**Work request**:
Print the line containing "Extract the structured data from this map image" and every later line of the records. Keep each one exactly as given, ending with the last.

Segment Start: Extracted entries

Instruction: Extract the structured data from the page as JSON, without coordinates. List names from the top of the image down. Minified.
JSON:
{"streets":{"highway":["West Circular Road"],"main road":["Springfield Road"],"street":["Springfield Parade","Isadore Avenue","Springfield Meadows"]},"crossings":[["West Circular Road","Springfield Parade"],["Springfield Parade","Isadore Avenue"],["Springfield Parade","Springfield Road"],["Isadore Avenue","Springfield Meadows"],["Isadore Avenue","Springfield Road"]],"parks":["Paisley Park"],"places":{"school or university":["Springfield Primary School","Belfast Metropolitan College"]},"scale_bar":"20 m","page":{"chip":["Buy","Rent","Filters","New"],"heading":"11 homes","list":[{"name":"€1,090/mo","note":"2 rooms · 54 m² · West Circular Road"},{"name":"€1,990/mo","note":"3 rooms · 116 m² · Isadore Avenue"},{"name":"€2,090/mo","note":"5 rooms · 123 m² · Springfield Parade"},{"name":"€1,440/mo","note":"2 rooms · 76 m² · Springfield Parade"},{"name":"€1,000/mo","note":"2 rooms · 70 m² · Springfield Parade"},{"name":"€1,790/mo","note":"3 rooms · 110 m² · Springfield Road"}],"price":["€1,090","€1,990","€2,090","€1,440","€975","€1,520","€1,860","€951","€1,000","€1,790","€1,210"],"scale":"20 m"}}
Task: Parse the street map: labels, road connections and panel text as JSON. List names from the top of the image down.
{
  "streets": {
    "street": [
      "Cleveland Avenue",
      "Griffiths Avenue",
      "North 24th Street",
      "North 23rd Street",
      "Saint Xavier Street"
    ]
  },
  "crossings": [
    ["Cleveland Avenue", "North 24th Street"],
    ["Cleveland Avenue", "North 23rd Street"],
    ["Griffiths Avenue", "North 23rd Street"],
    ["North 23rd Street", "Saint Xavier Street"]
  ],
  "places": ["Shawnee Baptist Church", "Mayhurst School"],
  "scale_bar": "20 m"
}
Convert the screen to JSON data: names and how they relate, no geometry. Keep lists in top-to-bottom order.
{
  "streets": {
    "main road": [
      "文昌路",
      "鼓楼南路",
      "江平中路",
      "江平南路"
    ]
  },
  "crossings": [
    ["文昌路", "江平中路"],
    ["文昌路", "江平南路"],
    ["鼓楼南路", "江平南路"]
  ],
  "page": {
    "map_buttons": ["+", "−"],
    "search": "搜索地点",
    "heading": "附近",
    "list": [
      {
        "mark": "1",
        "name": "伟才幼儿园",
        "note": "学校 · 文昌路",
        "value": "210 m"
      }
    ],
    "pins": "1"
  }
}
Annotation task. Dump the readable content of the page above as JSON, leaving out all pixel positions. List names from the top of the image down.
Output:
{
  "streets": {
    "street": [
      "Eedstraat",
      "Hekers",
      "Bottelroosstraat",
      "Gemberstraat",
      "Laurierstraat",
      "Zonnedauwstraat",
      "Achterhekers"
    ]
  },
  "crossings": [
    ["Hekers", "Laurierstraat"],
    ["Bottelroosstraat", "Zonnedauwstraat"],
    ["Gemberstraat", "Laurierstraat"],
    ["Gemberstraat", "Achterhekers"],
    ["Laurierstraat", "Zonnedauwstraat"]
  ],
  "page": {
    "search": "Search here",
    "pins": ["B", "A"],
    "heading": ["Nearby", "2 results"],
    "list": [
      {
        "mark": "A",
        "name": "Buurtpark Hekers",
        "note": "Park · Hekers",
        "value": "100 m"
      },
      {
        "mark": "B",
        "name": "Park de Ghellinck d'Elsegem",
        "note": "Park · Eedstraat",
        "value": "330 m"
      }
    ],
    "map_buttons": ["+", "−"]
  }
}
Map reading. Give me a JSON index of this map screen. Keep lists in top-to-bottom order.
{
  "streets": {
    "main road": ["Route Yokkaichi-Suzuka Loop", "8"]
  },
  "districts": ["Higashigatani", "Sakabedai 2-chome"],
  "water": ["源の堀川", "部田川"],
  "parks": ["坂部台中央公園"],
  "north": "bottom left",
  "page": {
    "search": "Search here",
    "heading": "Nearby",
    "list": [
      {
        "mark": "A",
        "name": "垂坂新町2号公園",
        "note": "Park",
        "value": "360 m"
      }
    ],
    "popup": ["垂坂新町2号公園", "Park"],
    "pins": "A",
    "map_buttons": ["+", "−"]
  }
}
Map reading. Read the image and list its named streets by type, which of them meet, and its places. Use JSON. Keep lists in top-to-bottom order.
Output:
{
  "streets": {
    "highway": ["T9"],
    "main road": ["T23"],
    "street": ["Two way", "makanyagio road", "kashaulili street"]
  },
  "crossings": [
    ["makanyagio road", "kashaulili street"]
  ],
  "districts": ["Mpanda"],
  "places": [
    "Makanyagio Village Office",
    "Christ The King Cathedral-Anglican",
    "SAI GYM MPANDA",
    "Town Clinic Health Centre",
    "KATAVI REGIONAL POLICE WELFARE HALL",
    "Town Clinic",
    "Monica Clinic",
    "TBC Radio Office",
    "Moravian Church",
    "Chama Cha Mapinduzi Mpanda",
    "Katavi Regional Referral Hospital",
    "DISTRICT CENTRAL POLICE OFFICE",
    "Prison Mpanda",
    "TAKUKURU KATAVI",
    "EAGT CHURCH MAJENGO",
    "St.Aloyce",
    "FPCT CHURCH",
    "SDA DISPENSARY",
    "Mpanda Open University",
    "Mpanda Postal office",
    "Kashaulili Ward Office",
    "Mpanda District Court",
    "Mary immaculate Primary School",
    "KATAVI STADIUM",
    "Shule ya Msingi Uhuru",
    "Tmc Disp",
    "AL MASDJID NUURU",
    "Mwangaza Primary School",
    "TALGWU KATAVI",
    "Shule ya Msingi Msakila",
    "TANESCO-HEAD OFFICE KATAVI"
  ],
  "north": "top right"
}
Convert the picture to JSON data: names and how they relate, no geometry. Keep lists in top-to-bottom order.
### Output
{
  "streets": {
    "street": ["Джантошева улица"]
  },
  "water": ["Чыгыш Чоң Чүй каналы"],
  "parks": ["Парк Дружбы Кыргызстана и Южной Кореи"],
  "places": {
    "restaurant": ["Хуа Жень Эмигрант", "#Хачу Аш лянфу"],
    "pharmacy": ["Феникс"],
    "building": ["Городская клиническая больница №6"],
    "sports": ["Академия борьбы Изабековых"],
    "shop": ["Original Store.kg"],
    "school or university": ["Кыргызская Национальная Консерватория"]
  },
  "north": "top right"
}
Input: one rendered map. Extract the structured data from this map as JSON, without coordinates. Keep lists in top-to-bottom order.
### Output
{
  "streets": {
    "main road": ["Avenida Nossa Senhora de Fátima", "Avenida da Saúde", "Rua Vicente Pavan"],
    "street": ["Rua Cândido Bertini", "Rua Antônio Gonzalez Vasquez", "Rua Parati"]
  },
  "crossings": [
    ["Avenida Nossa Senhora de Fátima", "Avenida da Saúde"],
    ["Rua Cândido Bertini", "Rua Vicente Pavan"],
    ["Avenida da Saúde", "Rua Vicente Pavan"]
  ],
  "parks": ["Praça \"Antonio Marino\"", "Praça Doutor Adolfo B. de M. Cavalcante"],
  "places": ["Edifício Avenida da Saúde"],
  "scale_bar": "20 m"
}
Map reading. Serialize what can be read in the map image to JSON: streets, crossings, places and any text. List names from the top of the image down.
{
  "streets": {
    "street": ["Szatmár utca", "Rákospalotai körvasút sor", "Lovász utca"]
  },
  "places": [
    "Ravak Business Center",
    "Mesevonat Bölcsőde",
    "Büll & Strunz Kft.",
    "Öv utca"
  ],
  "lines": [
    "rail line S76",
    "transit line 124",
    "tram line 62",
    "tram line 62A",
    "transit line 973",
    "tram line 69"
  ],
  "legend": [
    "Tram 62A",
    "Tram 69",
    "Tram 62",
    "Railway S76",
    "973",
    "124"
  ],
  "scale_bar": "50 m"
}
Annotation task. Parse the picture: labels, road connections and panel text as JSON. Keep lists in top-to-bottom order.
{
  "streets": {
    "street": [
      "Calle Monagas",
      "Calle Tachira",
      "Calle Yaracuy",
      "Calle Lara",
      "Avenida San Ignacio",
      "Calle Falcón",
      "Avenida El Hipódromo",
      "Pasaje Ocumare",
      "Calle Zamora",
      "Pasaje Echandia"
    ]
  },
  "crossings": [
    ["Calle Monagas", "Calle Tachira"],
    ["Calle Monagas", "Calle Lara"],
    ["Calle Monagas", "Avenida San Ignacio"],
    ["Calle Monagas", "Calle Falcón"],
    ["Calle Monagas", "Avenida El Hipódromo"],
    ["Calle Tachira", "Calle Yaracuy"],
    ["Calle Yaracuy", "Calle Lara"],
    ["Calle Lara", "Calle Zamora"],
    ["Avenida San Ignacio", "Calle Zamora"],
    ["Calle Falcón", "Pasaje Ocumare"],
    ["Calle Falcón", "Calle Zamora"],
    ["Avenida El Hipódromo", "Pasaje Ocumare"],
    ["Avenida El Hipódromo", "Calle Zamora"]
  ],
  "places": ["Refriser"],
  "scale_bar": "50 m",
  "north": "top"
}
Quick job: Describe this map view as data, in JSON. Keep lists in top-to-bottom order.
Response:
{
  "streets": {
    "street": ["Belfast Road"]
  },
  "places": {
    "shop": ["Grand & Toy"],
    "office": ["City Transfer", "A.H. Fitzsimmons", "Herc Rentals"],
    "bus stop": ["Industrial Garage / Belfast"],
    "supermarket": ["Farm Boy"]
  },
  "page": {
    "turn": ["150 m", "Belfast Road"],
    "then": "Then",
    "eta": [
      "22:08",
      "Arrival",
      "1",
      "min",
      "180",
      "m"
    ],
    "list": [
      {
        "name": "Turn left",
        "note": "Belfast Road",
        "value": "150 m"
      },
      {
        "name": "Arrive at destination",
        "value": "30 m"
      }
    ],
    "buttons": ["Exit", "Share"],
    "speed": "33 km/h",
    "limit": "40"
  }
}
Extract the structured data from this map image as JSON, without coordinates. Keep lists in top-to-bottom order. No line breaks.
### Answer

Segment End: Extracted entries

**Result for this exercise**:
Extract the structured data from this map image as JSON, without coordinates. Keep lists in top-to-bottom order. No line breaks.
### Answer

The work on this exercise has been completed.